Between the two of those, it seems clear that once you open an account and spend $50, it "unlocks the gate" and you're good to go. 

"Customers in the same household cannot submit a review for the same product.
This irks me. What if I buy something and I love it, but my husband or wife or child or parent or roommate hates it? Not fair.


----------



## archaeoroutes (Oct 12, 2014)

I guess a lot of people would have bought their Kindle direct through Amazon, and that would be $50 right there.
(Yes, I read on my 'phone so I know it isn't the only way to read Kindle books.)


----------



## Dennis E. Taylor (Feb 10, 2015)

Yeah, this pisses me off something fierce. I just did a release on Tuesday. I was getting good reviews, then all of a sudden, nada. Guess why?

I have to ask, though.
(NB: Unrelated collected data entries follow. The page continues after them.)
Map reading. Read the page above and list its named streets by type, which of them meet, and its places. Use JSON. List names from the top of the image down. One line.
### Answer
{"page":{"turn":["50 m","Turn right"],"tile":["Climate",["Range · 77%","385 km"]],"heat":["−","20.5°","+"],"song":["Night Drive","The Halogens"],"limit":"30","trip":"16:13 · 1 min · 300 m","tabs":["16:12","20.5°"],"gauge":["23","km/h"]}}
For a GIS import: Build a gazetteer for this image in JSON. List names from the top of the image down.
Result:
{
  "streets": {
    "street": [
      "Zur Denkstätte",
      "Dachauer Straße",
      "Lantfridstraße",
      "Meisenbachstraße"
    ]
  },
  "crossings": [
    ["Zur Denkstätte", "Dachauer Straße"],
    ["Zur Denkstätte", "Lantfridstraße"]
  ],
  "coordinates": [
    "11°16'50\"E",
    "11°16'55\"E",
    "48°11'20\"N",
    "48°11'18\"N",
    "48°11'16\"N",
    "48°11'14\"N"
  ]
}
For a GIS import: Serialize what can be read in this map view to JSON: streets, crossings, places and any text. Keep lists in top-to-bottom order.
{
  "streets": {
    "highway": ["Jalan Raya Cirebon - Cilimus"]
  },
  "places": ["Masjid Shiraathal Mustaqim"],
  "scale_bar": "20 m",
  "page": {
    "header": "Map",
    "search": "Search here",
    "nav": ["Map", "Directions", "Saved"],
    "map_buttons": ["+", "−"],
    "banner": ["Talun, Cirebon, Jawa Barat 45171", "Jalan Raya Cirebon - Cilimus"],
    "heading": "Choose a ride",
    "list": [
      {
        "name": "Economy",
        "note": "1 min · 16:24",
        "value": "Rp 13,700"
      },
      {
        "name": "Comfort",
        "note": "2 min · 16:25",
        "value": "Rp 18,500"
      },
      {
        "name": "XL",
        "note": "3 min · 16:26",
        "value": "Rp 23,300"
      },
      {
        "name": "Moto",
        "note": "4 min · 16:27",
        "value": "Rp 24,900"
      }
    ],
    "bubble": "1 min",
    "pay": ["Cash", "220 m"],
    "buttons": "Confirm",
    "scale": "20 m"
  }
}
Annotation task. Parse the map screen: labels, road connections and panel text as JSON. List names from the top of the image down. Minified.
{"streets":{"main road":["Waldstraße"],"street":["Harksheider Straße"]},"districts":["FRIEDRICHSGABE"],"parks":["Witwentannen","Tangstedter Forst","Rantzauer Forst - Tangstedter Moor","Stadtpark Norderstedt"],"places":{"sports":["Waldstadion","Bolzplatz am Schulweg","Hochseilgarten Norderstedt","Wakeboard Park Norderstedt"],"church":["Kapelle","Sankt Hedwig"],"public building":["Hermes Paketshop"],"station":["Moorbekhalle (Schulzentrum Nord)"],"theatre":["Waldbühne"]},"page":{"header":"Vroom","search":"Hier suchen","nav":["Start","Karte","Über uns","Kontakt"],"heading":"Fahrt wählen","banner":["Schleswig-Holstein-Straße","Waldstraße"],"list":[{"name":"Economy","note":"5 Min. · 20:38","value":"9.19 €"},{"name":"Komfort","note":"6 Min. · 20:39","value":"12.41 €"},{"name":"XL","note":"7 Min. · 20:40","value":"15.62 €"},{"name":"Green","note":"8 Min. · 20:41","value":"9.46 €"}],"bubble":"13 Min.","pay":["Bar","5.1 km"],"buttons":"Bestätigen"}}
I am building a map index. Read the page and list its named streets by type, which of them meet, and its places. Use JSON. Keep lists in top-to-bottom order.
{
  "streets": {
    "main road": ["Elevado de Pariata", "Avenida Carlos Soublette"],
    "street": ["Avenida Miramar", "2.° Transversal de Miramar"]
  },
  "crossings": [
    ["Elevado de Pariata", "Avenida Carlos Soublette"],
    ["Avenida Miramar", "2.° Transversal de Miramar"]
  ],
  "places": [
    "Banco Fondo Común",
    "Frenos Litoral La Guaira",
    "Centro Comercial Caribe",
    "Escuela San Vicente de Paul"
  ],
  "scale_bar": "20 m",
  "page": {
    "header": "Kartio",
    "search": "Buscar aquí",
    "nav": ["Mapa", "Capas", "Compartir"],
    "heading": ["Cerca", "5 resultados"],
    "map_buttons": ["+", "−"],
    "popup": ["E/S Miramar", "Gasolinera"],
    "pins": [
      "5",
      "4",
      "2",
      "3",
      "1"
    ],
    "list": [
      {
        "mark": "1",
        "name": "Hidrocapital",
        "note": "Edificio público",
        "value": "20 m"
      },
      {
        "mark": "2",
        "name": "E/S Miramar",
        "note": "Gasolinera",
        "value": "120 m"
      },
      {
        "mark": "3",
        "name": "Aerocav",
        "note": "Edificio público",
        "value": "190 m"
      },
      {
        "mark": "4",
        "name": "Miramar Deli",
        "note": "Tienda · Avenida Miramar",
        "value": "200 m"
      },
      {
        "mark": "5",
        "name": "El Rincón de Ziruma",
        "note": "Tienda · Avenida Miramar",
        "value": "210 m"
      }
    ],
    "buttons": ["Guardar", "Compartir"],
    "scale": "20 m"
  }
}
Why wouldn't they just limit reviews to verified purchases?


----------



## archaeoroutes (Oct 12, 2014)

Just occurred to me that this was .com specific. Presumably, someone in the UK would now be unable to leave a review on Amazon..com unless they happened to have spent $50 on there (even though they've spent far more than that on .co.uk).
Luckily I've spent enough sending presents to friends in the US that I'll be over the threshold.


----------



## Amanda M. Lee (Jun 3, 2014)

bizmuth said:


> Yeah, this p*ss es me off something fierce. I just did a release on Tuesday. I was getting good reviews, then all of a sudden, nada. Guess why?
> 
> I have to ask, though. Why wouldn't they just limit reviews to verified purchases?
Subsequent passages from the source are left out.